Por lo tanto, me temo que lo primero que debes hacer si quieres maximizar tu libertad es maximizar tu capacidad. Y maximizar tu capacidad no es ningún misterio, porque las palancas que la activan han permanecido largamente inmutables a lo largo del tiempo:
Concentrar tu atención y esfuerzo para convertirte en alguien muy competente en una materia que te interese, aprender a relacionarte con la gente, tener buenos hábitos, no dejar de aprender cosas nuevas, ser fiel a un sistema de valores que eleven tu vida y construir un propósito vital que trascienda tu propio placer e impacte positivamente en los demás.
Y ya está. No hace falta nada más.
No existen garantías en esta vida. Pero si haces todo esto, tu grado de libertad real y las probabilidades de que tengas una vida de la que te sientas satisfecho crecerán exponencialmente. Lo harán, porque no puede ser de otro modo.
En épocas pasadas, los jóvenes oíamos estas cosas directamente de nuestros padres. Incluso las veíamos ocasionalmente en su comportamiento del día a día. Y tarde o temprano, nos acababan llegando. Pero hoy en día ya no nos llegan. Estamos distraídos con contenidos de nuestras pantallas que nos alejan, cruel e impasiblemente, del buen camino. Y quizá la voz de nuestros padres suena más lejana, porque ellos no están tan presentes físicamente en nuestras vidas como lo estuvieron en épocas pasadas.
La conversación con mis amigos en el bar sobre las nuevas generaciones terminó con un deseo que todos nosotros suscribimos, cerveza en mano, sin dudarlo un instante: Que nuestros hijos se divirtieran tanto y tuvieran tan buenos momentos con sus amigos como los tuvimos nosotros cuando fuimos jóvenes. Algo que a todos los que estábamos allí, por alguna razón, nos parecía muy poco probable. Nadie dijo por qué, pero seguramente todos pensábamos lo mismo.
Y sí, es cierto: El entorno que ahora rodea a los jóvenes no les incentiva tanto a desarrollar sus capacidades como el entorno de antaño. Las influencias perniciosas a las que están expuestos son más sibilinas y poderosas, y la ola del progreso en calidad de vida ha aplanado su pendiente.
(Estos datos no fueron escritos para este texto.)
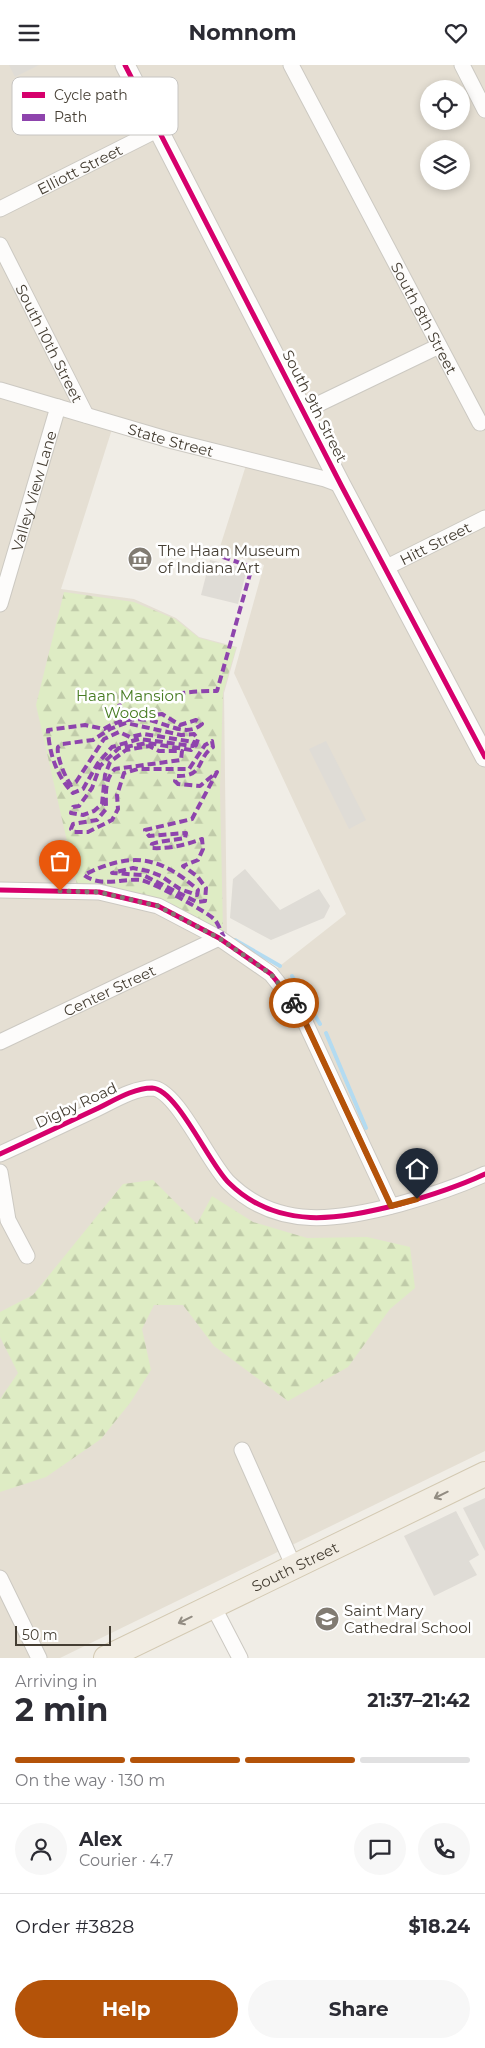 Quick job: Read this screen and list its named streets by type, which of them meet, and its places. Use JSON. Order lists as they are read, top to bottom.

Lo tienen más difícil para ser felices. En el resultado final, cada vez importa menos el avión, y más importa el piloto.
Este nuevo paradigma, aunque haya llegado para quedarse, no tiene por qué ser malo. Para aquellos que decidan tomar las riendas de su vida y actuar con intención, puede ser algo muy bueno. Pero no será así para los que bajen la guardia y se dejen llevar por la marea, porque la marea que lleva a nuestros jóvenes ya no es buena.
Como siempre, todo se reduce a una simple decisión: Vivir con la esperanza de que otros te permitan ser libre, o vivir haciendo lo que debes hacer para crear tu propia libertad.
Pura vida,
Frank.
Sin duda uno de tus mejores posts, Frank. Hay quien dice que la capacidad de concentración de los jóvenes será una variable crucial a futuro a la hora de medir su coeficiente intelectual, y sin duda está disminuyendo. La labor de los padres será fundamental para que puedan disponer de las herramientas básicas a la hora de navegar este nuevo entorno lleno de obstaculos tecnológicos, cada vez más intrusivos y que dificultan su sano desarrollo personal. Gracias como siempre por compartir tus pensamientos e inquietudes.
Genial reflexión Patxi, siempre con una mirada distinta. Gracias por hacernos pensar!
Grande Frank, magnífico post…
Parece mentira como pasa la vida de rápido.
Cada vez estoy más convencido de que la generación del 75 (ni te cuento la de Jesuitas de Bilbao) fuimos unos privilegiados por el momento que nos tocó vivir y la infancia y juventud pre-internet…
Tenemos un gran desafío en la educación de nuestros hijos, no hay duda.